The Nicaraguan authorities must urgently launch a full, independent and impartial investigation into fatal clashes that broke out this week in the aftermath of a disputed presidential election on Sunday.
At least four people have died and scores were injured amid confrontations across the country between supporters and opponents of Daniel Ortega, who was re-elected to a third term in the presidency with a reported 61 per cent of the vote.
“Nicaragua's political institutions are in the spotlight. The authorities must respond to this fatal violence with a thorough investigation into the circumstances around the killings and casualties,” said Guadalupe Marengo, Americas Deputy Programme Director at Amnesty International.
“This must be carried out promptly by a competent, impartial body, and those found responsible must be brought to justice swiftly.”
The four confirmed fatalities were all as a result of bullet wounds.
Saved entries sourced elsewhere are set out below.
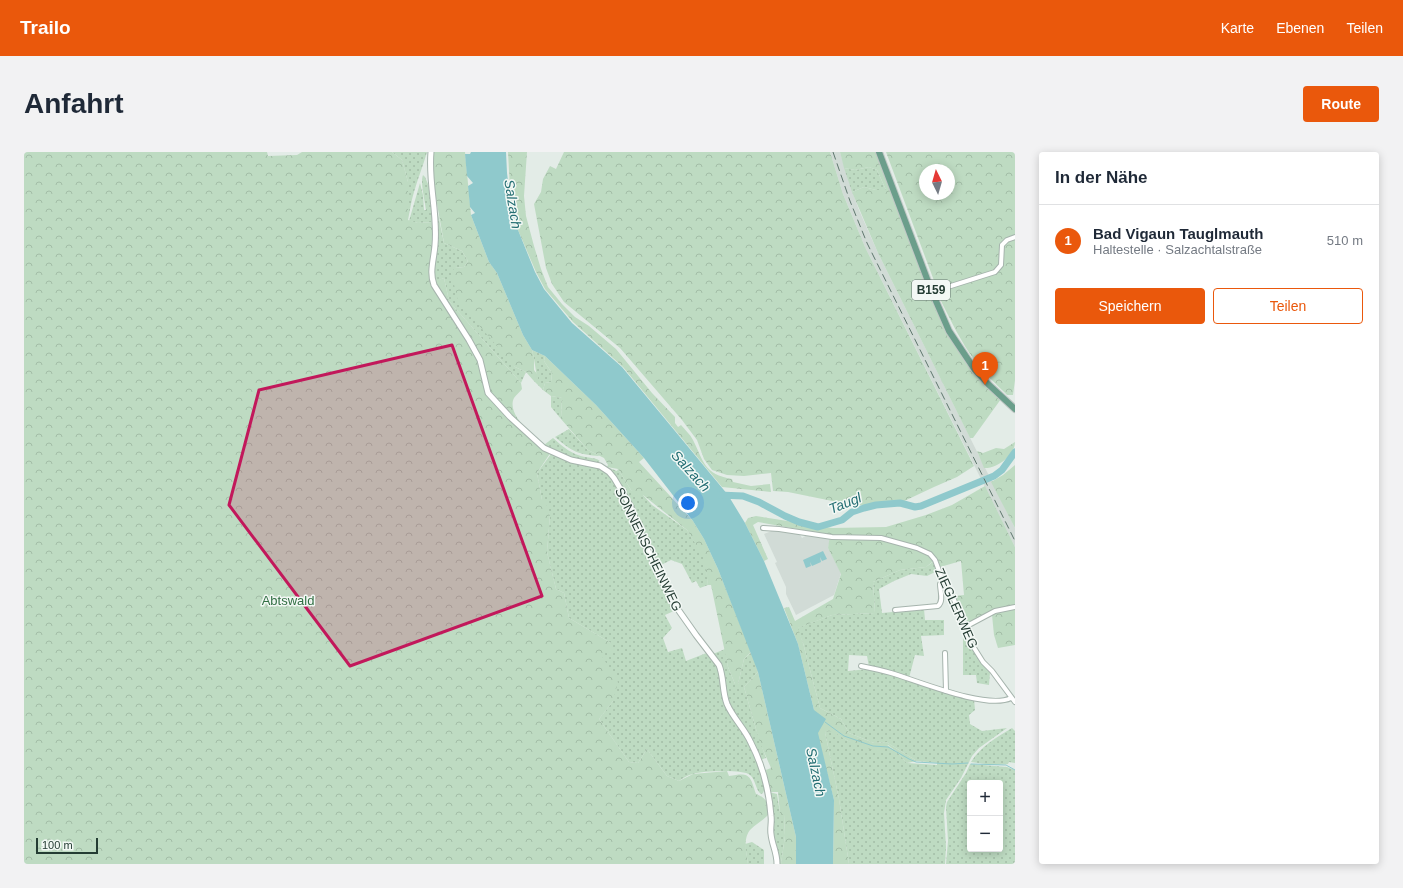 <!DOCTYPE html>
<html lang="de">
<meta charset="utf-8">
<style>
body{margin:0;font-family:Arial,sans-serif;background:#f2f2f3;color:#1f2937}
.controls{position:absolute;right:12px;bottom:12px;display:grid;overflow:hidden;border-radius:4px;box-shadow:0 2px 10px #0003}
.controls button{width:36px;height:36px;display:grid;place-items:center;padding:0;border:0;border-bottom:1px solid #e0e1e3;background:#fff;color:#1f2937;font:20px sans-serif}
.compass{position:absolute;left:895px;top:12px;width:36px;height:36px;border-radius:50%;background:#fff;box-shadow:0 2px 10px #0003;rotate:355deg}
.scale{position:absolute;left:12px;bottom:10px;width:62px;box-sizing:border-box;padding-left:4px;border:2px solid #243c33;border-top:0;font-size:11px;line-height:14px;white-space:nowrap;color:#243c33;-webkit-text-stroke:3px #f3f8f5;paint-order:stroke}
.you{position:absolute;left:664px;top:351px;width:14px;height:14px;margin:-10px;border:3px solid #fff;border-radius:50%;background:#1a73e8;box-shadow:0 0 0 6px #1a73e833}
.badge{display:grid;place-items:center;width:26px;height:26px;border-radius:50%;background:#ea580c;color:#fff;font-size:13px;font-weight:700}
.pin{position:absolute;translate:-50% -33px;filter:drop-shadow(0 1px 2px #0008)}
.pin::after{content:'';position:absolute;top:21px;width:14px;height:12px;background:inherit;clip-path:polygon(0 0,100% 0,50% 100%)}
.list{margin:0;padding:0;list-style:none}
h2{display:flex;justify-content:space-between;align-items:center;height:52px;margin:0;padding:0 16px;font-size:17px}
h2 small{font-size:13px;font-weight:400;color:#747a83}
.list li{display:grid;grid-template-columns:26px 1fr auto;gap:12px;align-items:center;box-sizing:border-box;height:72px;padding:0 16px;border-top:1px solid #e0e1e3}
.list b{display:block;font-size:15px;white-space:nowrap}
.list p{margin:0;font-size:13px;white-space:nowrap;color:#747a83}
.list em{font-size:13px;font-style:normal;color:#747a83}
.actions{display:flex;gap:8px;padding:12px 16px}
.actions a{flex:1;padding:9px 0;border:1px solid #ea580c;border-radius:4px;text-align:center;font-size:14px;color:#ea580c}
.actions .main{background:#ea580c;color:#fff}
.map{position:relative;flex:none;width:991px;height:712px;overflow:hidden;border-radius:4px}
header{display:flex;align-items:center;gap:24px;box-sizing:border-box;height:56px;padding:0 20px;background:#ea580c;color:#fff}
header strong{font-size:19px}
nav{display:flex;gap:22px;margin-inline-start:auto;font-size:14px}
.intro{display:flex;align-items:center;justify-content:space-between;box-sizing:border-box;height:96px;padding:0 24px}
h1{margin:0;font-size:28px}
.button{padding:10px 18px;border-radius:4px;background:#ea580c;color:#fff;font-size:14px;font-weight:700}
main{display:flex;gap:24px;padding:0 24px}
aside{flex:1;background:#fff;border-radius:4px;box-shadow:0 2px 10px #0003}
.map>svg:first-child{display:block}
.built{fill:#d1dbd6}
.grass{fill:url(#grass-dots);fill-rule:evenodd}
.forest{fill:url(#forest-crowns);fill-rule:evenodd}
.water{fill:#8fc9cc}
.lines{fill:none;stroke-linecap:round;stroke-linejoin:round}
.stream{stroke:#8fc9cc;stroke-width:1}
.river{stroke:#8fc9cc;stroke-width:7}
.minor-casing{stroke:#a6b4ad;stroke-width:6}
.tertiary-casing{stroke:#a6b4ad;stroke-width:7}
.primary-casing{stroke:#c2c8c6;stroke-width:8}
.minor{stroke:#fff;stroke-width:4}
.tertiary{stroke:#fff;stroke-width:5}
.primary{stroke:#6b9e8b;stroke-width:6}
.rail{stroke:#5f776e;stroke-width:1;stroke-dasharray:8 4;stroke-linecap:butt}
.marked{fill:#c2185b;fill-opacity:0.2;stroke:#c2185b;stroke-width:3;stroke-linejoin:round}
.labels{text-anchor:middle;stroke-width:3;stroke-linejoin:round;paint-order:stroke}
.shield{fill:#f3f8f5;stroke:#62746d;stroke-width:1}
.shield-label{font-size:12px;font-weight:bold;fill:#243c33}
.street-label{font-size:13px;fill:#243c33;stroke:#f3f8f5}
.park-label{font-size:13px;fill:#316f43;stroke:#f3f8f5}
.water-label{font-size:14px;font-style:italic;fill:#236e73;stroke:#f3f8f5}
</style>
<header>
<strong>Trailo</strong>
<nav><a>Karte</a><a>Ebenen</a><a>Teilen</a></nav>
</header>
<div class="intro"><h1>Anfahrt</h1><a class="button">Route</a></div>
<main>
<div class="map">
<svg width="991" height="712" viewBox="0 0 991 712">
<defs>
<pattern id="grass-dots" width="8" height="8" patternUnits="userSpaceOnUse"><rect width="8" height="8" fill="#bedbc2"/><path d="M2 2h.1M6 6h.1" fill="none" stroke="#a3bda7" stroke-width="1.8" stroke-linecap="round"/></pattern>
<pattern id="forest-crowns" width="20" height="18" patternUnits="userSpaceOnUse"><rect width="20" height="18" fill="#bedbc2"/><path d="M2 6a3 3 0 1 1 6 0M12 15a3 3 0 1 1 6 0" fill="none" stroke="#a3bda7"/></pattern>
</defs>
<rect width="100%" height="100%" fill="#e3ece7"/>
<g class="built">
<path d="M806 0H816L824 27 835 58 854 101 991 376V395L841 95 819 42Z"/>
<path d="M750 378 775 381 778 386 783 383 806 387 804 396 817 421 810 443 772 463 762 442V435L751 411 753 410 740 382Z"/>
</g>
<g class="grass">
<path d="M368 0H403C399 14 394 26 390 40 387 49 386 59 384 68V30L378 8Z"/>
<path d="M845 15 853 18 862 38H852L840 35 828 40 820 16 831 18Z"/>
<path d="M399 23 401 25 407 39 410 70 394 71 385 69 396 31 399 43 400 58H402C401 49 396 30 399 23Z"/>
<path d="M414 62 420 91 438 99 444 109 440 115 431 116 491 215 502 220 497 231 425 149 420 126 410 130 409 120 412 99Z"/>
<path d="M508 198 521 204 520 209 528 221 527 230 521 231 519 238 509 228H514C511 218 511 208 508 198Z"/>
<path d="M527 244 538 246 537 267 527 255Z"/>
<path d="M545 277 564 298 576 304C555 303 547 299 531 285Z"/>
<path d="M529 286C537 293 545 300 554 303 561 306 572 305 576 309L572 311 540 304 520 293Z"/>
<path d="M527 302 542 308 578 317 587 325 602 349 652 458 641 463 648 476 639 486 644 500 658 496 662 509 685 500 696 518 699 544 722 584 739 621 741 636 739 641 737 642C731 637 732 628 726 623 719 617 679 619 669 622 664 623 659 626 655 629L643 624 623 597 614 611 605 610 575 567 589 549 575 501 587 491 545 466 540 441 532 437 523 400 526 363 518 348 513 321Z"/>
<path d="M583 315 593 319 594 317 607 338 619 343 628 353 663 378 681 406 684 433 676 436 672 429 668 431 658 412 647 408 633 415 597 334Z"/>
<path d="M910 409 913 419 903 424 887 422 870 429 855 437 858 461 900 457 901 468H920V483L897 484 900 504 891 503 885 526 845 515 843 504 825 503 824 519 844 517 866 521 950 547 951 558 945 563 946 572 958 579 983 576 955 596 948 604 937 626 922 648 920 661 922 695 921 712H825L815 647 801 580 808 578 824 589 863 593 873 600 883 611 913 613V611L893 609 862 590 850 591 825 581 817 567 796 556 779 491 773 476 808 463 851 461 849 430 876 418 902 415Z"/>
<path d="M939 473 966 520 965 533 953 531 952 523H939Z"/>
<path d="M701 497 704 515 711 532H714L720 507 728 500 734 520 720 535 732 577 742 606 736 608 707 558 689 502Z"/>
<path d="M988 576 991 579V611L985 610 984 612 968 613 947 610C956 595 973 585 988 576Z"/>
<path d="M946 612 983 615 991 618V712H922L924 689 922 655 923 650 942 621ZM946 631H976V697H946Z"/>
<path d="M745 640 753 642 756 661H760L761 684 757 712H754V704L753 695 749 684Z"/>
<path d="M728 690 740 698V712H724L721 692Z"/>
</g>
<g class="forest">
<path d="M0 0H243L244 4 273 3 278 0H368L378 8 384 30V68L394 71 410 70 409 94 405 121 408 130 420 126 425 149 497 231 498 237C496 240 492 243 490 246 481 264 516 291 529 297L513 321 518 348H521L526 363 523 400 532 437 540 441 545 466 587 491 588 501H576L594 530 589 549 575 567 605 610 614 611 623 597 643 624 655 629 669 622 703 619 705 624C726 620 726 623 732 642 742 646 744 650 746 660 741 668 733 671 727 677 718 686 723 702 724 712H0Z"/>
<path d="M407 0H441L447 63 465 110 473 121 499 183 508 198 510 206V218L514 223V228H509L502 220 491 215 434 149 427 120 431 116 440 115 444 109 438 99 420 91 410 35 405 22 403 12Z"/>
<path d="M484 0H503L500 44 502 64 510 94 517 117 524 135 538 152 551 165 565 174 592 197 628 241 651 265V271L654 275 657 273C661 278 666 282 669 288 680 310 680 322 708 327L709 330 727 334 746 332 747 340 698 335 599 215 549 170 521 137 512 120 494 78 486 37Z"/>
<path d="M540 0H806L819 42 841 95 950 314 933 325 910 335 876 351 838 353 823 352 764 340 749 339 747 321 720 324 703 323 688 318 680 307 673 288 658 268 596 196 540 150 528 132 522 116 510 52 517 40 519 27 526 14 532 17Z"/>
<path d="M816 0H852L921 176 940 208 957 229 977 247 949 286H946L854 101 828 40 840 35 852 38H862L853 18 845 15 831 18 820 16Z"/>
<path d="M862 0H991V228L989 243H983C972 232 960 221 951 209 937 190 927 169 916 147L915 142 918 139 953 128 952 125 915 136 912 134ZM901 18H925V42H901Z"/>
<path d="M521 204 572 253 620 306 615 310 669 369 680 387 694 417 727 500 720 507 714 532H711L704 515 687 433H684L680 406 663 378 619 343 616 345 607 338 594 317 583 315 584 313 580 306 564 298 537 267 538 246 527 244 519 238 521 231 527 230 528 221 520 209Z"/>
<path d="M991 290C991 303 973 317 960 316L953 299 959 301 972 296 980 297Z"/>
<path d="M991 313V376L967 330 979 323Z"/>
<path d="M961 334 991 395V453C974 455 960 462 945 471L942 469 931 444 940 443 937 409 916 415 913 406 902 415 876 418 849 430 851 461 808 463 774 476 779 491 796 556 817 567 825 581 850 591 862 590 893 609 883 611 873 600 864 593 853 600 824 589 808 579 801 580 815 647 825 712H809L810 648 793 581 790 558 774 492 760 456 765 455 771 469 809 447 817 422 804 396 806 383 734 370 729 373 744 407 740 409 721 371 724 366 732 364 808 376 862 375 902 363 928 353Z"/>
<path d="M991 456V493L974 496 970 483 968 463 984 457Z"/>
<path d="M734 520 772 685V712H757L761 684 760 662H756L754 640H745L742 618 747 616 736 591 720 535Z"/>
</g>
<g class="water">
<path d="M447 0H482L483 21 485 37 494 78 511 120 520 137 548 171 598 215 704 343 721 371 740 409 770 482 774 492 790 558 802 567 794 581 810 648 809 712H772V685L734 520 694 417 680 387 669 369 620 306 572 253 521 204 508 198 499 183 473 121 465 110 447 63 451 61 446 55 444 34 449 31 443 24 441 2H446Z"/>
<path d="M799 399 803 407 798 409 796 405 797 410 788 414 786 410 787 414 782 416 779 408Z"/>
</g>
<g class="lines">
<g class="stream">
<path d="M801 570 820 584 849 594 864 595 885 607 892 610 928 612 944 611"/>
<path d="M947 612 982 613 991 618"/>
</g>
<path class="river" d="M695 343 719 344 735 350 761 364 775 370 794 375 818 368 828 360 840 356 852 353 876 351 891 355 897 354 970 324 978 318 991 300"/>
<g class="minor-casing">
<g id="minor">
<path d="M908 140 971 120 977 113 978 93 983 88 991 85"/>
<path d="M739 376 755 377 808 385 857 386 893 396 906 402 911 408 917 424 927 440 947 491 959 510 968 519 991 550"/>
<path d="M871 458 914 454C920 449 916 439 916 432L920 429"/>
<path d="M941 475 971 459 991 455"/>
<path d="M921 501 922 539"/>
<path d="M837 514C847 516 857 518 867 521 894 529 963 558 987 546"/>
</g>
</g>
<g class="tertiary-casing">
<path id="tertiary" d="M407 0C404 31 414 61 411 93 410 107 405 120 410 133L445 188 456 208 464 241 486 265 520 296 547 308 576 314 585 320 590 326 606 353 621 392 639 431 653 456 672 483 695 513C700 525 698 539 703 552 709 566 721 577 727 591 739 614 745 638 747 664 748 670 746 676 747 682 748 693 753 700 753 712"/>
</g>
<g class="primary-casing">
<path id="primary" d="M855 0 908 140 925 179 951 218 964 232 991 257"/>
</g>
<use href="#minor" class="minor"/>
<use href="#tertiary" class="tertiary"/>
<use href="#primary" class="primary"/>
<path class="rail" d="M809 0 826 49 843 91 991 389"/>
</g>
<path class="marked" d="M428 193 518 444 326 514 205 353 235 238Z"/>
<g class="labels">
<rect class="shield" x="888" y="128" width="38" height="20" rx="3"/>
<g class="shield-label">
<text x="907" y="142">B159</text>
</g>
<g class="street-label">
<text transform="translate(625 397) rotate(64)" y="5">SONNENSCHEINWEG</text>
<text transform="translate(933 456) rotate(66)" y="5">ZIEGLERWEG</text>
</g>
<g class="park-label">
<text x="264" y="453">Abtswald</text>
</g>
<g class="water-label">
<text transform="translate(489 52) rotate(81)" y="5">Salzach</text>
<text transform="translate(667 319) rotate(48)" y="5">Salzach</text>
<text transform="translate(821 351) rotate(-22)" y="5">Taugl</text>
<text transform="translate(792 620) rotate(78)" y="5">Salzach</text>
</g>
</g>
</svg>
<div class="controls">
<button>+</button>
<button>−</button>
</div>
<svg class="compass" viewBox="-18 -18 36 36"><path d="M0-13l5 13h-10z" fill="#e53935"/><path d="M0 13l5-13h-10z" fill="#747a83"/></svg>
<div class="scale">100 m</div>
<div class="you"></div>
<div class="pin badge" style="left:961px;top:233px">1</div>
</div>
<aside>
<h2>In der Nähe<small></small></h2>
<ul class="list">
<li><span class="badge">1</span><div><b>Bad Vigaun Tauglmauth</b><p>Haltestelle · Salzachtalstraße</p></div><em>510 m</em></li>
</ul>
<div class="actions"><a class="main">Speichern</a><a>Teilen</a></div>
</aside>
</main>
Those killed include a political secretary for Ortega's Sandinista National Liberation Front (FSLN) party in the northern town of Siuna, as well as three supporters of the opposition Independent Liberal Party (PLI) in San José de Cusmapa, in north-western Nicaragua.
A police commissioner has told media that seven police officers were among those injured in the Siuna clashes.
After the electoral authority announced Ortega's victory on Tuesday, crowds took to the streets to protest across the country, including in the capital Managua.
On Thursday a group of around 30 youth activists from the Nicaragua 2.0 movement were taking part in an anti-Ortega demonstration outside the University of Central America in Managua when they were allegedly threatened and attacked by FSLN youth supporters. Police officers present at the scene reportedly did not intervene to prevent the attacks.
“Incidents like the one outside the university are worrying. Action must be taken to ensure the right of all Nicaraguans to peacefully demonstrate is upheld,” said Guadalupe Marengo.
Earlier this year, an Amnesty International delegation visited Nicaragua and met candidates running for office in the presidential and congressional elections. The organization urged the new leaders to espouse an effective human rights plan for Nicaragua.
“The deadly clashes that broke out after this week's disputed election result are just another indicator of the worrying human rights situation in Nicaragua,” said Guadalupe Marengo.
“Nicaragua's new government must commit itself to drawing up and implementing a firm plan aimed at achieving real results to improve and protect human rights for all in Nicaragua.”